It is astonishing, and yet somehow not, that in 13 years, New Labour never legislated for John Smith's signature policy, namely that employment rights should begin on day one of employment and apply regardless of the number of hours worked. Ed Miliband should signal once and for all that, unlike his brother, he intends to give us the government that we would have had in those 13 years if Smith had lived, by legislating to create that fitting monument to the Great Man. Places like that consistently out-perform us. Have you ever been to Germany? We have had 30 years of the other way of doing things. Look where it has ended up.

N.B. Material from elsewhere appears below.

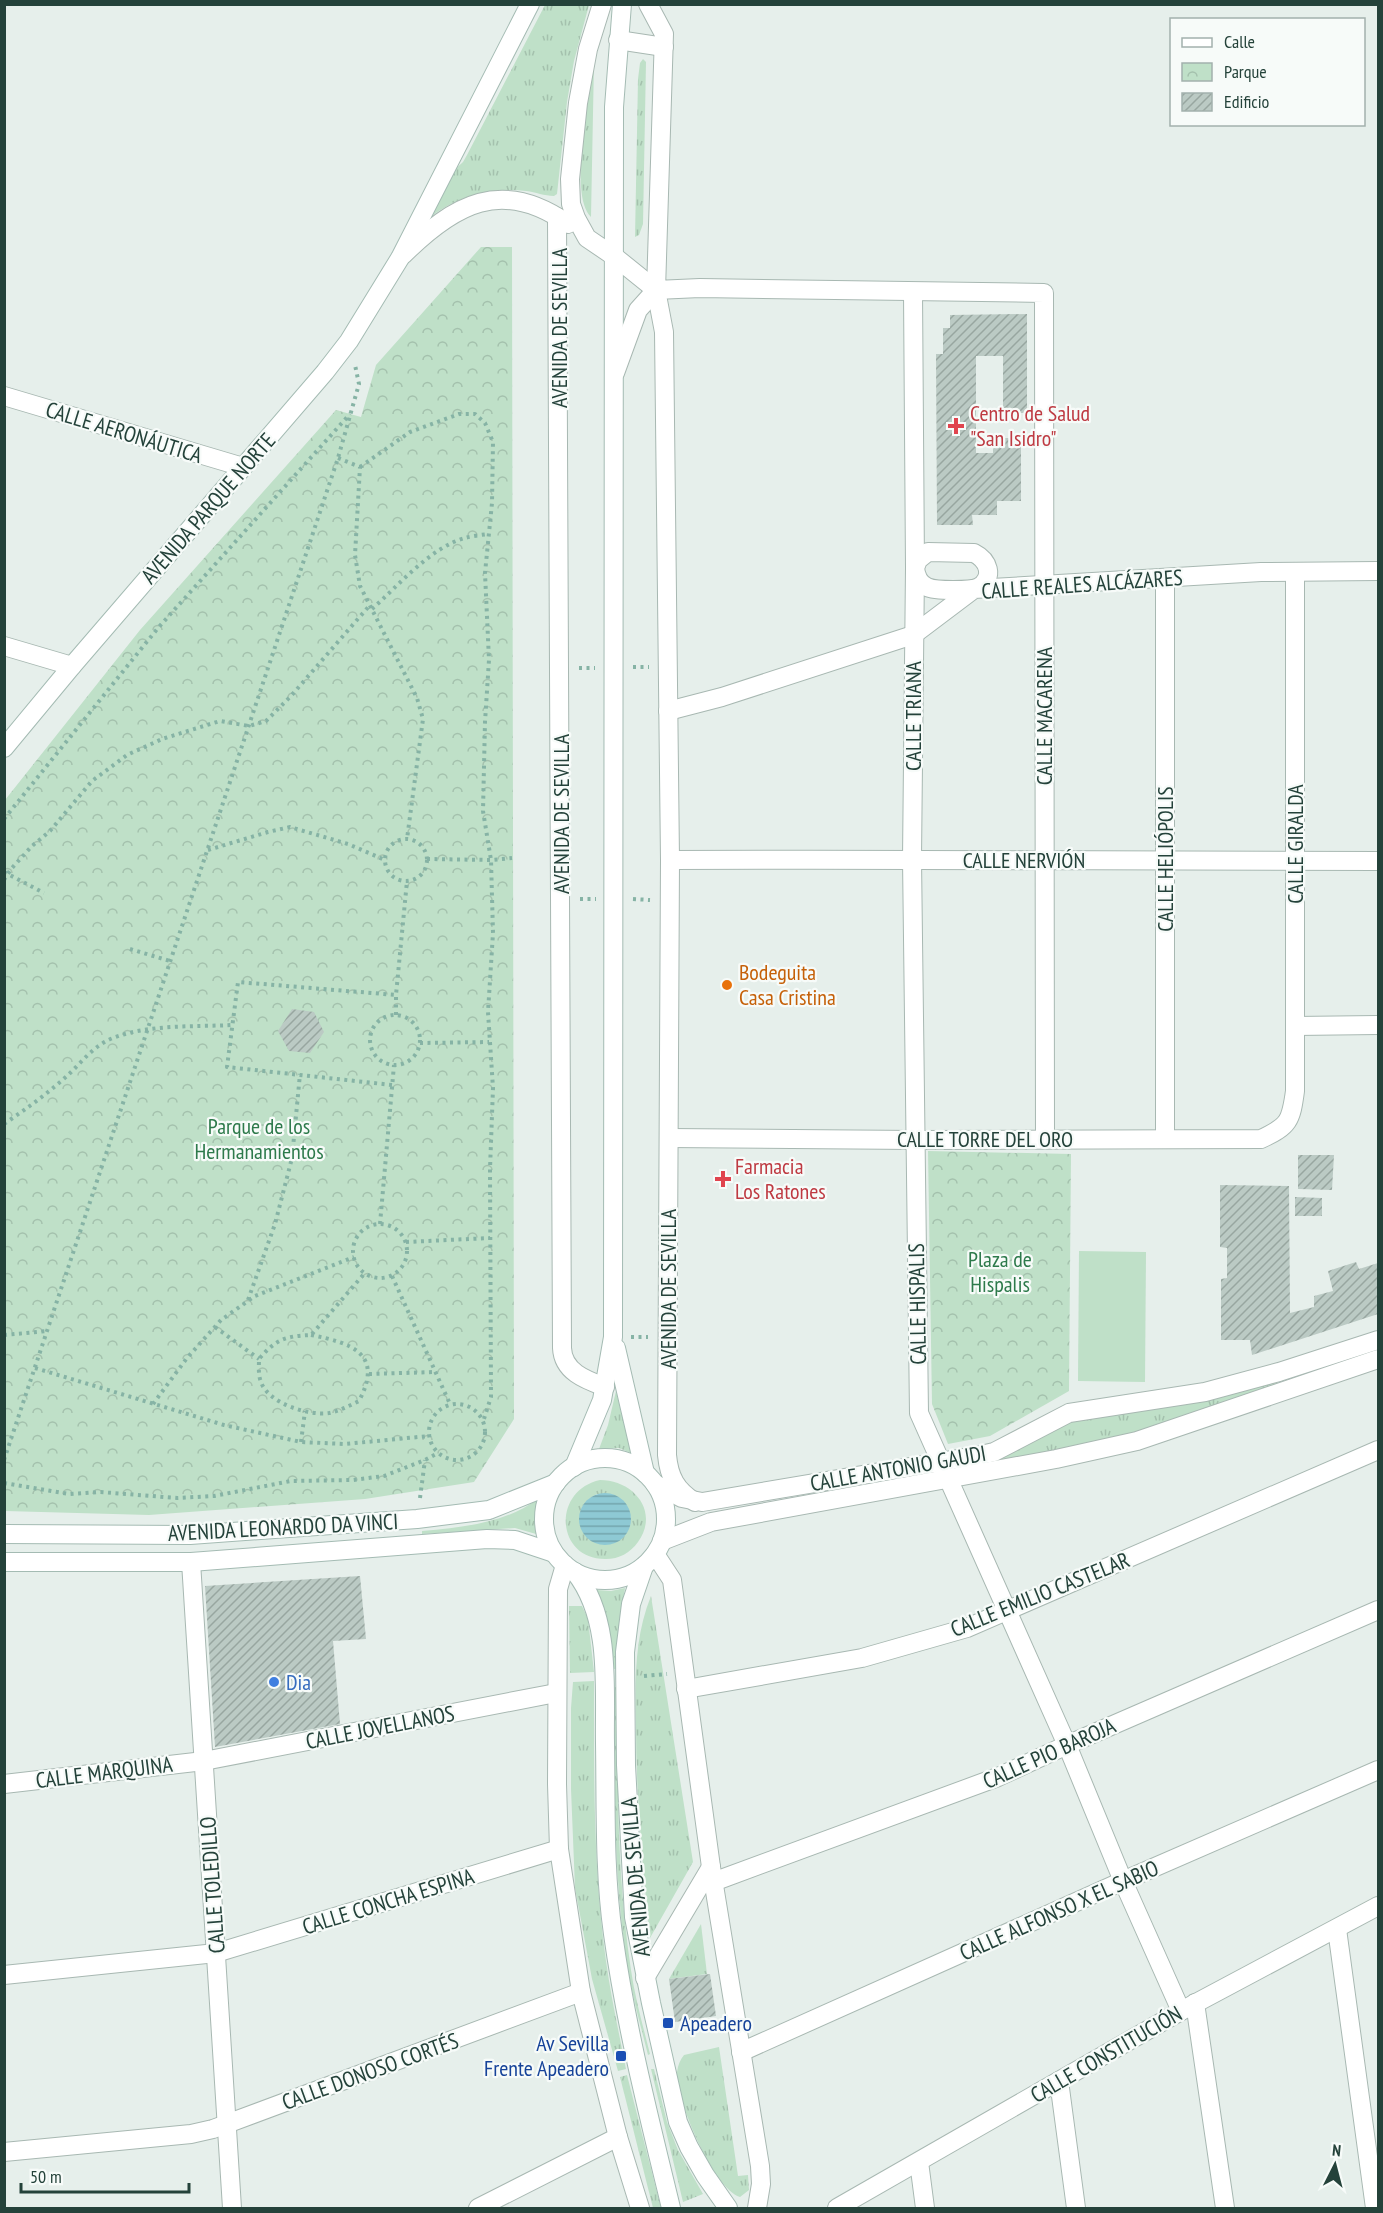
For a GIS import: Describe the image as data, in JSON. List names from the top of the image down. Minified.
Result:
{"streets":{"street":["AVENIDA DE SEVILLA","CALLE AERONÁUTICA","AVENIDA PARQUE NORTE","CALLE REALES ALCÁZARES","CALLE TRIANA","CALLE MACARENA","CALLE GIRALDA","CALLE HELIÓPOLIS","CALLE NERVIÓN","CALLE TORRE DEL ORO","CALLE HISPALIS","CALLE ANTONIO GAUDI","AVENIDA LEONARDO DA VINCI","CALLE EMILIO CASTELAR","CALLE JOVELLANOS","CALLE PIO BAROJA","CALLE MARQUINA","CALLE TOLEDILLO","CALLE CONCHA ESPINA","CALLE ALFONSO X EL SABIO","CALLE CONSTITUCIÓN","CALLE DONOSO CORTÉS"]},"crossings":[["AVENIDA DE SEVILLA","CALLE REALES ALCÁZARES"],["AVENIDA DE SEVILLA","CALLE NERVIÓN"],["AVENIDA DE SEVILLA","CALLE TORRE DEL ORO"],["AVENIDA DE SEVILLA","CALLE ANTONIO GAUDI"],["AVENIDA DE SEVILLA","AVENIDA LEONARDO DA VINCI"],["CALLE AERONÁUTICA","AVENIDA PARQUE NORTE"],["CALLE REALES ALCÁZARES","CALLE TRIANA"],["CALLE REALES ALCÁZARES","CALLE MACARENA"],["CALLE REALES ALCÁZARES","CALLE GIRALDA"],["CALLE REALES ALCÁZARES","CALLE HELIÓPOLIS"],["CALLE TRIANA","CALLE MACARENA"],["CALLE TRIANA","CALLE NERVIÓN"],["CALLE TRIANA","CALLE TORRE DEL ORO"],["CALLE TRIANA","CALLE HISPALIS"],["CALLE MACARENA","CALLE NERVIÓN"],["CALLE MACARENA","CALLE TORRE DEL ORO"],["CALLE GIRALDA","CALLE NERVIÓN"],["CALLE GIRALDA","CALLE TORRE DEL ORO"],["CALLE HELIÓPOLIS","CALLE NERVIÓN"],["CALLE HELIÓPOLIS","CALLE TORRE DEL ORO"],["CALLE TORRE DEL ORO","CALLE HISPALIS"],["CALLE HISPALIS","CALLE ANTONIO GAUDI"],["CALLE HISPALIS","CALLE EMILIO CASTELAR"],["CALLE HISPALIS","CALLE PIO BAROJA"],["CALLE HISPALIS","CALLE ALFONSO X EL SABIO"],["CALLE HISPALIS","CALLE CONSTITUCIÓN"],["CALLE ANTONIO GAUDI","AVENIDA LEONARDO DA VINCI"],["AVENIDA LEONARDO DA VINCI","CALLE TOLEDILLO"],["CALLE JOVELLANOS","CALLE MARQUINA"],["CALLE JOVELLANOS","CALLE TOLEDILLO"],["CALLE MARQUINA","CALLE TOLEDILLO"],["CALLE TOLEDILLO","CALLE CONCHA ESPINA"],["CALLE TOLEDILLO","CALLE DONOSO CORTÉS"]],"parks":["Parque de los Hermanamientos","Plaza de Hispalis"],"places":{"health":["Centro de Salud \"San Isidro\"","Farmacia Los Ratones"],"other":["Bodeguita Casa Cristina","Dia"],"transit":["Apeadero","Av Sevilla Frente Apeadero"]},"legend":["Calle","Parque","Edificio"],"scale_bar":"50 m","north":"top"}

Now that the Government has put on the agenda the deprivation of employment rights for which Tony Blair and David Miliband have always longed, Ed Miliband should renew John Smith's promise, and make his own to build on the statutory right of every worker to join a trade union and to have that trade union recognised for collective bargaining purposes, by giving every trade unionist so recognised the statutory right to take industrial action in pursuit of a legitimate grievance, including strike action, and including solidarity action of a clearly secondary character (such as a work to rule in support of a strike) within a single industry or corporation.
Intimately connected with all of this, he should promise to abolish all remaining vestiges of Compulsory Competitive Tendering, of the capping of councils, and of the power of central government to rule local services ultra vires, as well as to defend council housing wherever tenants or local communities wish to retain it.
We need a permanent body of MPs who could hold him and his successors to those commitments.